Uma história de mais de cinco décadas dedicada à arte chegou ao fim nesta quarta-feira (2). Gracindo Jr. morreu aos 83 anos, em casa, no Rio de Janeiro, deixando uma trajetória marcada pelo teatro, cinema, rádio e televisão.
A morte foi confirmada pelo filho do artista, Pedro Gracindo. A causa não foi divulgada. Até o momento, também não foram informados detalhes sobre o velório e o sepultamento.
Nascido no Rio de Janeiro em 21 de maio de 1943, Epaminondas Xavier Gracindo cresceu em uma família ligada à dramaturgia. Filho do consagrado Paulo Gracindo, ele construiu o próprio caminho sem abandonar as raízes artísticas.
A carreira começou cedo.
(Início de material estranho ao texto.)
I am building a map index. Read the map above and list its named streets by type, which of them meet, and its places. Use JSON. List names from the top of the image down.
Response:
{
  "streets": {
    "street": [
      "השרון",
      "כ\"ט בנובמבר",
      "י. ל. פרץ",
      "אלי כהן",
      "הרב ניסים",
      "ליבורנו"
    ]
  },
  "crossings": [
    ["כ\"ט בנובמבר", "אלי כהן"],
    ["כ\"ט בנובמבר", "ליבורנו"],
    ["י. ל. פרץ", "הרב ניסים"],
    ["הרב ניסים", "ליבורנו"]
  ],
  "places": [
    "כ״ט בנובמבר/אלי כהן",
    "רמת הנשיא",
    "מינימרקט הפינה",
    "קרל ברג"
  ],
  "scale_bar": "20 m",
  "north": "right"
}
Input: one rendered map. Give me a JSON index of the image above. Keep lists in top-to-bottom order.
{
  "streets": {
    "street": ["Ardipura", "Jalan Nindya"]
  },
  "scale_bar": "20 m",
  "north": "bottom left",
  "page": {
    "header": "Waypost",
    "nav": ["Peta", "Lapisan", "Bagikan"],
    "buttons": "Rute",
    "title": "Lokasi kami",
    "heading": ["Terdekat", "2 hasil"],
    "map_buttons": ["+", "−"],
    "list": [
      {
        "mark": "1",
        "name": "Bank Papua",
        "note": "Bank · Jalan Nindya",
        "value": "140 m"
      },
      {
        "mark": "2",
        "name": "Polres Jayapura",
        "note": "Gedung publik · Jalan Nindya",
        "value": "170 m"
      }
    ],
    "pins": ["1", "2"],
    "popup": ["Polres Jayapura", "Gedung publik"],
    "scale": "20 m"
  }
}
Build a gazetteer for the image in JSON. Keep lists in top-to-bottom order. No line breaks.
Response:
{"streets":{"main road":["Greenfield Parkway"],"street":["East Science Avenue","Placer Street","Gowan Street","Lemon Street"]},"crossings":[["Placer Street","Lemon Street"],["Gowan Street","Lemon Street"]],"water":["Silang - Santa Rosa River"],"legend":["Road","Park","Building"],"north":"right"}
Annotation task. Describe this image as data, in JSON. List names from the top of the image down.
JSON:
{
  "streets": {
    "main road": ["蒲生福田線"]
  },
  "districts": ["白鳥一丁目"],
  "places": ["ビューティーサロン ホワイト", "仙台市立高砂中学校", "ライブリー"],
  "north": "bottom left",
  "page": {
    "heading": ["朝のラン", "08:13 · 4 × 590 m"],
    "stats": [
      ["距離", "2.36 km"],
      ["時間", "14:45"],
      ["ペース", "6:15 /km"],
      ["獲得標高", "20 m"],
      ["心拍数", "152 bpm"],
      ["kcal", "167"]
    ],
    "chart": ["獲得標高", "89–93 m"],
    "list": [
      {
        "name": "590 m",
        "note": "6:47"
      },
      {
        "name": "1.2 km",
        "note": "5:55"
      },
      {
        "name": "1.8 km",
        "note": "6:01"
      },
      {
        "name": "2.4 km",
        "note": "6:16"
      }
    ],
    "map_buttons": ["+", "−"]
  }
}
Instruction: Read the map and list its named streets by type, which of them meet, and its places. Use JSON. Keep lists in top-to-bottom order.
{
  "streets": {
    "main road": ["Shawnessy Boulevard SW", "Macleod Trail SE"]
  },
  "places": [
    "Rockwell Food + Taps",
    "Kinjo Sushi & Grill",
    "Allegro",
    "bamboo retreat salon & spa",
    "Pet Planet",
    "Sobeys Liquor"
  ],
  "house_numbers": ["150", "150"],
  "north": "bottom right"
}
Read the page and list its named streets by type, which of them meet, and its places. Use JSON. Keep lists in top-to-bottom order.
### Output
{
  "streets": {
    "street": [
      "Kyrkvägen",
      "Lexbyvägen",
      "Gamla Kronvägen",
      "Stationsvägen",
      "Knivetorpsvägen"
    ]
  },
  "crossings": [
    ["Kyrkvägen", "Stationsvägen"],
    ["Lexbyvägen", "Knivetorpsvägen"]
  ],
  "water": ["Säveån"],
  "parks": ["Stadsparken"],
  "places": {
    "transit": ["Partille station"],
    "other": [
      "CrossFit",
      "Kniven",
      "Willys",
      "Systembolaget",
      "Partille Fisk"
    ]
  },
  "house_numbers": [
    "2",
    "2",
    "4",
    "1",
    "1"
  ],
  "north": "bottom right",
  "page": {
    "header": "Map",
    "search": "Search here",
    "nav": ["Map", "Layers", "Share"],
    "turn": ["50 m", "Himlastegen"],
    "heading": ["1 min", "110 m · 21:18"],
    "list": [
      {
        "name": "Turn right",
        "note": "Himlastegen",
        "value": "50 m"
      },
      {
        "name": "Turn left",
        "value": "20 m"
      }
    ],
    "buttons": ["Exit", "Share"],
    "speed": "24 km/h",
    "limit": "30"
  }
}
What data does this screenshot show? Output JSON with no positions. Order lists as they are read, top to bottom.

Aos 15 anos, fez um teste para a Rádio Nacional e passou a trabalhar como ator e redator. Mais tarde, chegou aos palcos com “A Escada”, peça de Oswald de Andrade.
Em 1965, Gracindo Jr. participou da inauguração da TV Globo. Nos primeiros anos da emissora, integrou novelas que se tornaram importantes na história da televisão, entre elas “Rosinha do Sobrado”, “Padre Tião”, “A Rainha Louca” e “A Próxima Atração”.
Pai e filho dividiram cenas históricas
Um dos capítulos mais marcantes de sua carreira aconteceu justamente ao lado de Paulo Gracindo. Os dois contracenaram em “O Bem-Amado”, clássico de Dias Gomes.
A parceria logo se repetiu em “O Casarão”, de Lauro César Muniz. Na produção, pai e filho interpretaram diferentes fases do mesmo protagonista, uma experiência que uniu duas gerações da família na mesma história.
Gracindo Jr. também esteve em produções como “Mandala”, “O Salvador da Pátria”, “Rainha da Sucata”, “Deus nos Acuda”, “Explode Coração”, “Anjo de Mim”, “Esplendor”, bem como “Celebridade”.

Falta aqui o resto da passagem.